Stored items
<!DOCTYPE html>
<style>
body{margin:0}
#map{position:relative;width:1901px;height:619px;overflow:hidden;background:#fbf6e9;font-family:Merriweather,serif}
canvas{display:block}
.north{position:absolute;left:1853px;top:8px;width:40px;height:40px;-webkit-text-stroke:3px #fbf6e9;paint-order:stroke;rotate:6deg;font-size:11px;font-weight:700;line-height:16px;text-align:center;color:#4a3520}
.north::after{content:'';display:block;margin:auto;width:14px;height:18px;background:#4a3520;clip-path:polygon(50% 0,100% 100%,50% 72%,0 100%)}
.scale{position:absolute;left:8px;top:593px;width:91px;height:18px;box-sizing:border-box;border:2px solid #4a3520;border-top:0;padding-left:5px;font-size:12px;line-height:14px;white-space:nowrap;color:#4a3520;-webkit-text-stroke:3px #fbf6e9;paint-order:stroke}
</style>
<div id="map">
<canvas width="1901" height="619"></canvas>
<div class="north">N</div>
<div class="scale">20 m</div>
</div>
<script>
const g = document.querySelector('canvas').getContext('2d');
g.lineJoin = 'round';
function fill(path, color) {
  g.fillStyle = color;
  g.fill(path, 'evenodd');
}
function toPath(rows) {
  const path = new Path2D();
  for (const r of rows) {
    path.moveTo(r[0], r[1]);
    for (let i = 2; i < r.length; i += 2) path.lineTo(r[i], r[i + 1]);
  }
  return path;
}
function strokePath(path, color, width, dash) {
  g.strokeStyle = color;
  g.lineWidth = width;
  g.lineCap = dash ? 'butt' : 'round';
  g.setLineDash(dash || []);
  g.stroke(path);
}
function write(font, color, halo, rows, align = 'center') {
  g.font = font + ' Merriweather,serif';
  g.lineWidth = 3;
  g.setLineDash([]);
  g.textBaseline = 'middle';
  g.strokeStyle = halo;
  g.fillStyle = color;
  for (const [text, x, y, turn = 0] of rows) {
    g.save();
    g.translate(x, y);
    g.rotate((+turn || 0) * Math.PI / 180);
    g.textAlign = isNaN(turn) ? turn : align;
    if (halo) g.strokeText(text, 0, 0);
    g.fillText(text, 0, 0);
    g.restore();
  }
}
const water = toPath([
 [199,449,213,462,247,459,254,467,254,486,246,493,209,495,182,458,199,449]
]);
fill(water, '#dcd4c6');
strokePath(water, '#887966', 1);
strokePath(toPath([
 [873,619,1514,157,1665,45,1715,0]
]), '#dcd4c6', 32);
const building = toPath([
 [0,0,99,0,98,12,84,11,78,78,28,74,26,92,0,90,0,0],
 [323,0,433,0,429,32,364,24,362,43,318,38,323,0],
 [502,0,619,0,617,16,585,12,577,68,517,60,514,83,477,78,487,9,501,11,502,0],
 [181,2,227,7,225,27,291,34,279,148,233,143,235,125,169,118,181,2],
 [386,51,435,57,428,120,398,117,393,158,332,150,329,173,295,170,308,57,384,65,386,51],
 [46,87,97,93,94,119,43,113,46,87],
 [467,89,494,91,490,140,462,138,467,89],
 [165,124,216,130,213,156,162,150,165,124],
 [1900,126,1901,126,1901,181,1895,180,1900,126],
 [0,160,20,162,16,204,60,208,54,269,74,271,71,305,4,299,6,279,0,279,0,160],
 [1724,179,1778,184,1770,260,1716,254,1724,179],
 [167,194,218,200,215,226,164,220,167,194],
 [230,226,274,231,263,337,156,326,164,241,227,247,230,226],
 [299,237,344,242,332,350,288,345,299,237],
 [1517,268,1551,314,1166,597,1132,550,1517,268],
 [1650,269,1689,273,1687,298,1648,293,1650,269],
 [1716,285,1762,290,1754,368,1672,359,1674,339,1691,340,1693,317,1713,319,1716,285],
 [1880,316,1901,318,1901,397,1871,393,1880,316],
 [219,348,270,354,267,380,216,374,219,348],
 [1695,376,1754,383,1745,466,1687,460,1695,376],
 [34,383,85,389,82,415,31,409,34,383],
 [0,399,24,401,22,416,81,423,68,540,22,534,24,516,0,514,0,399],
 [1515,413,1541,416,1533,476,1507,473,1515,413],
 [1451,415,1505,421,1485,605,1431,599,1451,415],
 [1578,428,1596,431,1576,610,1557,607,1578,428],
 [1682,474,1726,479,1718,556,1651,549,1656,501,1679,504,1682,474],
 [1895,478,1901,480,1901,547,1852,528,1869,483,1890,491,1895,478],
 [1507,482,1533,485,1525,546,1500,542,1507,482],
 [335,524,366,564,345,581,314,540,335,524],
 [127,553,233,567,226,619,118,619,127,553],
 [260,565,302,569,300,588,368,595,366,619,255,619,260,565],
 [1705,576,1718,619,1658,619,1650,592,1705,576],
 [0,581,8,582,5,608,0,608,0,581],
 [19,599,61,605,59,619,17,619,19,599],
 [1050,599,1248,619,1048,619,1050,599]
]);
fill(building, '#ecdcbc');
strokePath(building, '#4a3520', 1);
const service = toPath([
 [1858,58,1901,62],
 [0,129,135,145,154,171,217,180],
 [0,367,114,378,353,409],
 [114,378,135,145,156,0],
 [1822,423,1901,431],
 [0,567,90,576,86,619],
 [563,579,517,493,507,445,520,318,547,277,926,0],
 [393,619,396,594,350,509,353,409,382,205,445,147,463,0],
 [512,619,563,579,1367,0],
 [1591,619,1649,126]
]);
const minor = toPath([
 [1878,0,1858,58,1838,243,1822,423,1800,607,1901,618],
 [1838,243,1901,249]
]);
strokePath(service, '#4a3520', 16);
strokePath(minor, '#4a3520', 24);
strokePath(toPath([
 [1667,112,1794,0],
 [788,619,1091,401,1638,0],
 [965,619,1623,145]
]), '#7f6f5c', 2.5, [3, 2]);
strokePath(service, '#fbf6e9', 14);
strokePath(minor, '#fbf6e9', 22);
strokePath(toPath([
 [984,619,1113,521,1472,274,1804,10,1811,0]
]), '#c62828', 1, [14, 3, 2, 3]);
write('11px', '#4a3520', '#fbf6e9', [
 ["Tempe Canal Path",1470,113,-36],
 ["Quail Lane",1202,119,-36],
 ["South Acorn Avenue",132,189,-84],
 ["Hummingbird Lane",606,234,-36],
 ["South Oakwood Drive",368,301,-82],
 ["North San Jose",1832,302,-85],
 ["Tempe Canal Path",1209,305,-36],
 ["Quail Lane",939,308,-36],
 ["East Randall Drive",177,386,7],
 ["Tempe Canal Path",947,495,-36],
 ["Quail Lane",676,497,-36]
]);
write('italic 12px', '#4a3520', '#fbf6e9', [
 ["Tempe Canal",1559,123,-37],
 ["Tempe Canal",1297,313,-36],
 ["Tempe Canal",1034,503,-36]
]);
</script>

| Problem details |
Write out each line of the data that holds the string "rotate".

| Reply to the task |
.north{position:absolute;left:1853px;top:8px;width:40px;height:40px;-webkit-text-stroke:3px #fbf6e9;paint-order:stroke;rotate:6deg;font-size:11px;font-weight:700;line-height:16px;text-align:center;color:#4a3520}
    g.rotate((+turn || 0) * Math.PI / 180);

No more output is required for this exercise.